─── Given data ───

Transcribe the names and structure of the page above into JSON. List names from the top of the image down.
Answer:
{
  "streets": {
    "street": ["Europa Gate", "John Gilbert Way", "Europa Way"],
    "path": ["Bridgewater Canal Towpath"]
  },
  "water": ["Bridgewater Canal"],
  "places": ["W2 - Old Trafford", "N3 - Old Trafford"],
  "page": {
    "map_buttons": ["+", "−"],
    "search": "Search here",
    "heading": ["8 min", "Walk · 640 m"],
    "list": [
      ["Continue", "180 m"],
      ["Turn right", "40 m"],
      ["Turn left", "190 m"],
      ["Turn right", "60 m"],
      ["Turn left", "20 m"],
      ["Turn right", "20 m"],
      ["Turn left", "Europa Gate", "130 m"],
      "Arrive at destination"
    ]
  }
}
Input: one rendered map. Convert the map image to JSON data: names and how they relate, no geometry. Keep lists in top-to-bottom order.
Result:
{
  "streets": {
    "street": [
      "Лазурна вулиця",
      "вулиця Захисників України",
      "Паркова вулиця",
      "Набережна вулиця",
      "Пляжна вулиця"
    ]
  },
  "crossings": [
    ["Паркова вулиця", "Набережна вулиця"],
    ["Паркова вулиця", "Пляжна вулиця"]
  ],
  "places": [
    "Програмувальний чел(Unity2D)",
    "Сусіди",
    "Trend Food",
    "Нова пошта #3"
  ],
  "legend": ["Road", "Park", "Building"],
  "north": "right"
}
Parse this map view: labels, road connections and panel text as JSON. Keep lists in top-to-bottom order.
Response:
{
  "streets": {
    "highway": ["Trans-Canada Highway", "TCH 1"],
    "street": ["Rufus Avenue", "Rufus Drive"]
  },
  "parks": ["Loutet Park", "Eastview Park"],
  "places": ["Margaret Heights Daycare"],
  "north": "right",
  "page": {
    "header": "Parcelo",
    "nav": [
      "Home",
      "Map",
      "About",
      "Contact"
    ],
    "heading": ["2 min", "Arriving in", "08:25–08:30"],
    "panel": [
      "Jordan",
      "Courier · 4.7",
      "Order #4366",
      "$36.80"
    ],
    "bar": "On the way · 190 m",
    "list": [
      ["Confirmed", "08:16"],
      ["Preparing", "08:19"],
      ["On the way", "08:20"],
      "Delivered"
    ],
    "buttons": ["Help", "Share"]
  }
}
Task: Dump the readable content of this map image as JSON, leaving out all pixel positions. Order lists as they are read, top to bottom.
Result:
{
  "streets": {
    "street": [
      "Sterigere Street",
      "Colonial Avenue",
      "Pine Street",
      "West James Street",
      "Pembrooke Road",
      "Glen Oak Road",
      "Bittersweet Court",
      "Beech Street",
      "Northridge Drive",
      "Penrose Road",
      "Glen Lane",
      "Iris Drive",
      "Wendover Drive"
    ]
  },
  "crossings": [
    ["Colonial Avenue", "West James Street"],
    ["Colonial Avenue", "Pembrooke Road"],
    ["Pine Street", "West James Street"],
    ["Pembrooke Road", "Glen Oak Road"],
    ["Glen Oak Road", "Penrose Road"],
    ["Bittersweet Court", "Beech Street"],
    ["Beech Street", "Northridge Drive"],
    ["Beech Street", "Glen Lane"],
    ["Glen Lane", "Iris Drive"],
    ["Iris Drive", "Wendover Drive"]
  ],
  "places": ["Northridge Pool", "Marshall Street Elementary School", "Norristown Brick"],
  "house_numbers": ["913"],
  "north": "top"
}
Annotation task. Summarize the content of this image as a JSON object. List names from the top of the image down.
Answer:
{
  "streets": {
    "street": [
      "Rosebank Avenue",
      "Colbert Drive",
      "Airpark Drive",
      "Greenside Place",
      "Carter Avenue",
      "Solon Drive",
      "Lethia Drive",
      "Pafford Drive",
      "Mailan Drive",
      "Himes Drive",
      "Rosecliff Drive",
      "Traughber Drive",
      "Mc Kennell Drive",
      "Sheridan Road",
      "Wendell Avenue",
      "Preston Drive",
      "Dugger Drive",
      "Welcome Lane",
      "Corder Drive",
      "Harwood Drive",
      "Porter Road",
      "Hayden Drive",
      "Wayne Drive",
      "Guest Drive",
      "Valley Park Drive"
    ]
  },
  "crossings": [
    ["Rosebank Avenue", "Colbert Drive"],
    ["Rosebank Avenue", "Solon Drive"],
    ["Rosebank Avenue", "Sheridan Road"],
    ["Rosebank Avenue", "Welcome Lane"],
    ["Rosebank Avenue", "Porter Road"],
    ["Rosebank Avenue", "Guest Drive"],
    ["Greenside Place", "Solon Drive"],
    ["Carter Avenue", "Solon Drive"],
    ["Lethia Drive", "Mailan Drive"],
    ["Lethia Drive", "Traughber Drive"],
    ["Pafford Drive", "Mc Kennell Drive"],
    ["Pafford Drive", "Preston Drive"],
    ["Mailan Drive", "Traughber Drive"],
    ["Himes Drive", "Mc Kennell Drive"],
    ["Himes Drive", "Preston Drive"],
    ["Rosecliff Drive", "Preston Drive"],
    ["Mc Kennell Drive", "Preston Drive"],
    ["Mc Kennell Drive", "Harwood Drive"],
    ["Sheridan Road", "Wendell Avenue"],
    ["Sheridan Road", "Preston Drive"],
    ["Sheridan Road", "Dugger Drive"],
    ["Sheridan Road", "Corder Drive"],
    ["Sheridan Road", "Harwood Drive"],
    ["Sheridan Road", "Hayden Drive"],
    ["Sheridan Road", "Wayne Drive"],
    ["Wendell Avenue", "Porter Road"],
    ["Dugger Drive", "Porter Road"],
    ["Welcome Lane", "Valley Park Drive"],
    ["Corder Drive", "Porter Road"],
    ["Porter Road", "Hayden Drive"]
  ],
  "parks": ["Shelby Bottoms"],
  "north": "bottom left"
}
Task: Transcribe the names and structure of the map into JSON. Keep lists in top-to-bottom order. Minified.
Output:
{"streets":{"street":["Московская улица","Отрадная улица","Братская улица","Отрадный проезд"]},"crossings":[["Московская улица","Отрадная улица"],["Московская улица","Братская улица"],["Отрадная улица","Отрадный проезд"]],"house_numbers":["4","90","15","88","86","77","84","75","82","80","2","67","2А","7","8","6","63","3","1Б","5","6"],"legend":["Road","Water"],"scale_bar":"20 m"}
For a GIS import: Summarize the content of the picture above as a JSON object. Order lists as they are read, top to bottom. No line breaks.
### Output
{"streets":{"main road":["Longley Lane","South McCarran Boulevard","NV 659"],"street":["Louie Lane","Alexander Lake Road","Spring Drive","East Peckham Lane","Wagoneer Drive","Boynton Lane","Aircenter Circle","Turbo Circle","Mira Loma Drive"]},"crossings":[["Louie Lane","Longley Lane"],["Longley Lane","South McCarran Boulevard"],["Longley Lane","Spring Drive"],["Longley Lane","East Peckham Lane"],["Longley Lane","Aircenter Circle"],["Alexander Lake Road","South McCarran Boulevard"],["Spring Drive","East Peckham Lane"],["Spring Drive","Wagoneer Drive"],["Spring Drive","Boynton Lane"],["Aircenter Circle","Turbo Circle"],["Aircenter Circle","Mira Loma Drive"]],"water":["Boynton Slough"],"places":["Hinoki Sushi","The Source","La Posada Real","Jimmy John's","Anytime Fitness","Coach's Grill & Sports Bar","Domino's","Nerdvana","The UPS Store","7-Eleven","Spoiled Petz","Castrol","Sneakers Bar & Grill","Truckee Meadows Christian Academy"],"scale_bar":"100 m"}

───

→ **How to complete this task**
All of the data is to be written out again, word for word.

→ **Solution for this task**
Transcribe the names and structure of the page above into JSON. List names from the top of the image down.
Answer:
{
  "streets": {
    "street": ["Europa Gate", "John Gilbert Way", "Europa Way"],
    "path": ["Bridgewater Canal Towpath"]
  },
  "water": ["Bridgewater Canal"],
  "places": ["W2 - Old Trafford", "N3 - Old Trafford"],
  "page": {
    "map_buttons": ["+", "−"],
    "search": "Search here",
    "heading": ["8 min", "Walk · 640 m"],
    "list": [
      ["Continue", "180 m"],
      ["Turn right", "40 m"],
      ["Turn left", "190 m"],
      ["Turn right", "60 m"],
      ["Turn left", "20 m"],
      ["Turn right", "20 m"],
      ["Turn left", "Europa Gate", "130 m"],
      "Arrive at destination"
    ]
  }
}
Input: one rendered map. Convert the map image to JSON data: names and how they relate, no geometry. Keep lists in top-to-bottom order.
Result:
{
  "streets": {
    "street": [
      "Лазурна вулиця",
      "вулиця Захисників України",
      "Паркова вулиця",
      "Набережна вулиця",
      "Пляжна вулиця"
    ]
  },
  "crossings": [
    ["Паркова вулиця", "Набережна вулиця"],
    ["Паркова вулиця", "Пляжна вулиця"]
  ],
  "places": [
    "Програмувальний чел(Unity2D)",
    "Сусіди",
    "Trend Food",
    "Нова пошта #3"
  ],
  "legend": ["Road", "Park", "Building"],
  "north": "right"
}
Parse this map view: labels, road connections and panel text as JSON. Keep lists in top-to-bottom order.
Response:
{
  "streets": {
    "highway": ["Trans-Canada Highway", "TCH 1"],
    "street": ["Rufus Avenue", "Rufus Drive"]
  },
  "parks": ["Loutet Park", "Eastview Park"],
  "places": ["Margaret Heights Daycare"],
  "north": "right",
  "page": {
    "header": "Parcelo",
    "nav": [
      "Home",
      "Map",
      "About",
      "Contact"
    ],
    "heading": ["2 min", "Arriving in", "08:25–08:30"],
    "panel": [
      "Jordan",
      "Courier · 4.7",
      "Order #4366",
      "$36.80"
    ],
    "bar": "On the way · 190 m",
    "list": [
      ["Confirmed", "08:16"],
      ["Preparing", "08:19"],
      ["On the way", "08:20"],
      "Delivered"
    ],
    "buttons": ["Help", "Share"]
  }
}
Task: Dump the readable content of this map image as JSON, leaving out all pixel positions. Order lists as they are read, top to bottom.
Result:
{
  "streets": {
    "street": [
      "Sterigere Street",
      "Colonial Avenue",
      "Pine Street",
      "West James Street",
      "Pembrooke Road",
      "Glen Oak Road",
      "Bittersweet Court",
      "Beech Street",
      "Northridge Drive",
      "Penrose Road",
      "Glen Lane",
      "Iris Drive",
      "Wendover Drive"
    ]
  },
  "crossings": [
    ["Colonial Avenue", "West James Street"],
    ["Colonial Avenue", "Pembrooke Road"],
    ["Pine Street", "West James Street"],
    ["Pembrooke Road", "Glen Oak Road"],
    ["Glen Oak Road", "Penrose Road"],
    ["Bittersweet Court", "Beech Street"],
    ["Beech Street", "Northridge Drive"],
    ["Beech Street", "Glen Lane"],
    ["Glen Lane", "Iris Drive"],
    ["Iris Drive", "Wendover Drive"]
  ],
  "places": ["Northridge Pool", "Marshall Street Elementary School", "Norristown Brick"],
  "house_numbers": ["913"],
  "north": "top"
}
Annotation task. Summarize the content of this image as a JSON object. List names from the top of the image down.
Answer:
{
  "streets": {
    "street": [
      "Rosebank Avenue",
      "Colbert Drive",
      "Airpark Drive",
      "Greenside Place",
      "Carter Avenue",
      "Solon Drive",
      "Lethia Drive",
      "Pafford Drive",
      "Mailan Drive",
      "Himes Drive",
      "Rosecliff Drive",
      "Traughber Drive",
      "Mc Kennell Drive",
      "Sheridan Road",
      "Wendell Avenue",
      "Preston Drive",
      "Dugger Drive",
      "Welcome Lane",
      "Corder Drive",
      "Harwood Drive",
      "Porter Road",
      "Hayden Drive",
      "Wayne Drive",
      "Guest Drive",
      "Valley Park Drive"
    ]
  },
  "crossings": [
    ["Rosebank Avenue", "Colbert Drive"],
    ["Rosebank Avenue", "Solon Drive"],
    ["Rosebank Avenue", "Sheridan Road"],
    ["Rosebank Avenue", "Welcome Lane"],
    ["Rosebank Avenue", "Porter Road"],
    ["Rosebank Avenue", "Guest Drive"],
    ["Greenside Place", "Solon Drive"],
    ["Carter Avenue", "Solon Drive"],
    ["Lethia Drive", "Mailan Drive"],
    ["Lethia Drive", "Traughber Drive"],
    ["Pafford Drive", "Mc Kennell Drive"],
    ["Pafford Drive", "Preston Drive"],
    ["Mailan Drive", "Traughber Drive"],
    ["Himes Drive", "Mc Kennell Drive"],
    ["Himes Drive", "Preston Drive"],
    ["Rosecliff Drive", "Preston Drive"],
    ["Mc Kennell Drive", "Preston Drive"],
    ["Mc Kennell Drive", "Harwood Drive"],
    ["Sheridan Road", "Wendell Avenue"],
    ["Sheridan Road", "Preston Drive"],
    ["Sheridan Road", "Dugger Drive"],
    ["Sheridan Road", "Corder Drive"],
    ["Sheridan Road", "Harwood Drive"],
    ["Sheridan Road", "Hayden Drive"],
    ["Sheridan Road", "Wayne Drive"],
    ["Wendell Avenue", "Porter Road"],
    ["Dugger Drive", "Porter Road"],
    ["Welcome Lane", "Valley Park Drive"],
    ["Corder Drive", "Porter Road"],
    ["Porter Road", "Hayden Drive"]
  ],
  "parks": ["Shelby Bottoms"],
  "north": "bottom left"
}
Task: Transcribe the names and structure of the map into JSON. Keep lists in top-to-bottom order. Minified.
Output:
{"streets":{"street":["Московская улица","Отрадная улица","Братская улица","Отрадный проезд"]},"crossings":[["Московская улица","Отрадная улица"],["Московская улица","Братская улица"],["Отрадная улица","Отрадный проезд"]],"house_numbers":["4","90","15","88","86","77","84","75","82","80","2","67","2А","7","8","6","63","3","1Б","5","6"],"legend":["Road","Water"],"scale_bar":"20 m"}
For a GIS import: Summarize the content of the picture above as a JSON object. Order lists as they are read, top to bottom. No line breaks.
### Output
{"streets":{"main road":["Longley Lane","South McCarran Boulevard","NV 659"],"street":["Louie Lane","Alexander Lake Road","Spring Drive","East Peckham Lane","Wagoneer Drive","Boynton Lane","Aircenter Circle","Turbo Circle","Mira Loma Drive"]},"crossings":[["Louie Lane","Longley Lane"],["Longley Lane","South McCarran Boulevard"],["Longley Lane","Spring Drive"],["Longley Lane","East Peckham Lane"],["Longley Lane","Aircenter Circle"],["Alexander Lake Road","South McCarran Boulevard"],["Spring Drive","East Peckham Lane"],["Spring Drive","Wagoneer Drive"],["Spring Drive","Boynton Lane"],["Aircenter Circle","Turbo Circle"],["Aircenter Circle","Mira Loma Drive"]],"water":["Boynton Slough"],"places":["Hinoki Sushi","The Source","La Posada Real","Jimmy John's","Anytime Fitness","Coach's Grill & Sports Bar","Domino's","Nerdvana","The UPS Store","7-Eleven","Spoiled Petz","Castrol","Sneakers Bar & Grill","Truckee Meadows Christian Academy"],"scale_bar":"100 m"}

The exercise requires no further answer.